Keeping Tabs on Social Media
February 5, 2008 9:11 AM   Subscribe

What tools do you use to monitor the Blogosphere?

I'd like to learn more about social media. I am specifically interested in any web sites and/or subscription services (preferably free, but will certainly consider paid) that track key word trends, influence, and traffic metrics for the blogosphere.

I'm pretty familiar with the following offerings: Google Blog Search Technorati, Blog Pulse, Ice Rocket, and Alexa. What are some other cool tools people use to identify influential bloggers and/or trends?

Also, if I were to monitor the blogosphere for a living (let me worry about finding paying clients) what sort of online tools would I need to do the job effectively?

Thanks for your help!
posted by LakesideOrion to Computers & Internet (7 answers total) 16 users marked this as a favorite
 
BuzzFeed is decent for trends.
posted by nitsuj at 9:45 AM on February 5, 2008


There are plenty of scammy SEO companies that apparently make a living by rebranding Google Alerts as their reports.
posted by travis vocino at 10:32 AM on February 5, 2008


Not free, but Andiamo Systems allows companies to track their name or products on blogs, forums, social networking sites, etc.
posted by junkbox at 10:36 AM on February 5, 2008


Memeorandum and its sister site TechMeme track the political and tech blogosphere, respectively.
posted by youarenothere at 12:58 PM on February 5, 2008


Best answer: Mashable also posted this list of 13 tools for tracking the blogosphere recently, but I found most the sites mentioned to be a bit lacking.
posted by youarenothere at 1:01 PM on February 5, 2008


There is attentio. If it works really well and if it's monitoring itself, Simon will post in this thread (hello, Simon !)
posted by Baud at 2:03 PM on February 5, 2008


Best answer: Also, if I were to monitor the blogosphere for a living (let me worry about finding paying clients) what sort of online tools would I need to do the job effectively?
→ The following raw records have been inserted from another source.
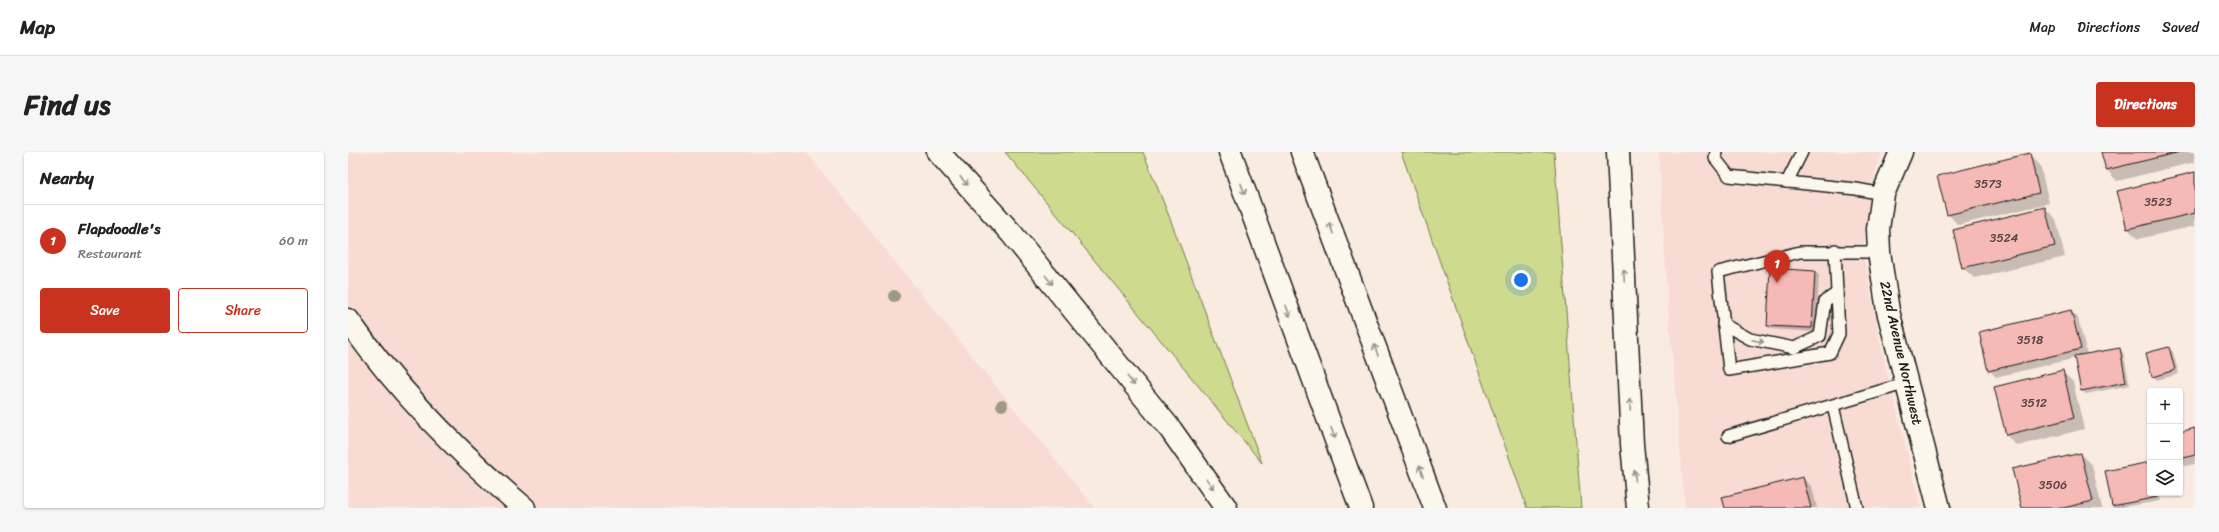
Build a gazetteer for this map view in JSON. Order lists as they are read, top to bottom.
{
  "streets": {
    "main road": ["22nd Avenue Northwest"]
  },
  "house_numbers": [
    "3573",
    "3523",
    "3524",
    "3518",
    "3512",
    "3506"
  ],
  "page": {
    "header": "Map",
    "nav": ["Map", "Directions", "Saved"],
    "title": "Find us",
    "buttons": [
      "Directions",
      ["Save", "Share"]
    ],
    "heading": "Nearby",
    "list": [
      {
        "mark": "1",
        "name": "Flapdoodle's",
        "note": "Restaurant",
        "value": "60 m"
      }
    ],
    "pins": "1",
    "map_buttons": ["+", "−"]
  }
}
I know that it isn't exactly what you're asking, but I have some experience in this area that may be interesting or helpful.

It's increasingly hard to sell a "value added" web monitoring service (ie human filtering; interpretation; narrative reports etc). Increasingly, the emphasis falls towards technology solutions, and there is a rash of commercial monitoring tools available with varied degrees of additional utility to the ones you list in your post, available very cheaply. These are very clearly tailored towards end-users, rather than as tools for use by consultants. While these tools exist and are available so cheaply, the only real value a human-based blog monitoring service can provide is in analysis and consulting based on the monitoring results. While this sort of service is viable, it doesn't really seem to be what you're asking about.

The real problem is that the relative significance of blog content (and to an extent online content in general) is still poorly understood. In order to be taken seriously in the commercial space, then a similar quality of metric applied to online reach; influence; credibility and so on as can be found in market research; media content analysis; media planning would be needed. Even if someone comes up with something commercially credible (nb Google Pagerank and Technorati "authority" scores don't really fit the bill), it's more likely to be of value incorporated into technology solutions than it is to throw a lifeline to human-based providers.

To be frank, Technorati and Google Blog Search are pretty much as good as it gets for basic monitoring. Commercial applications tend to focus on adding value in the form of user interface; flexibility in archiving and report generation etc. All stuff that IMO is not worth spending money on if your business depends on processing search results. The main advantage that you would have as a human provider is to sell the capability to search the invisible web (stuff not indexed by search engines), but navigating social networks and using other, more intelligent / less mechanical search techniques. You're really putting yourself in quite a tight niche by doing this though.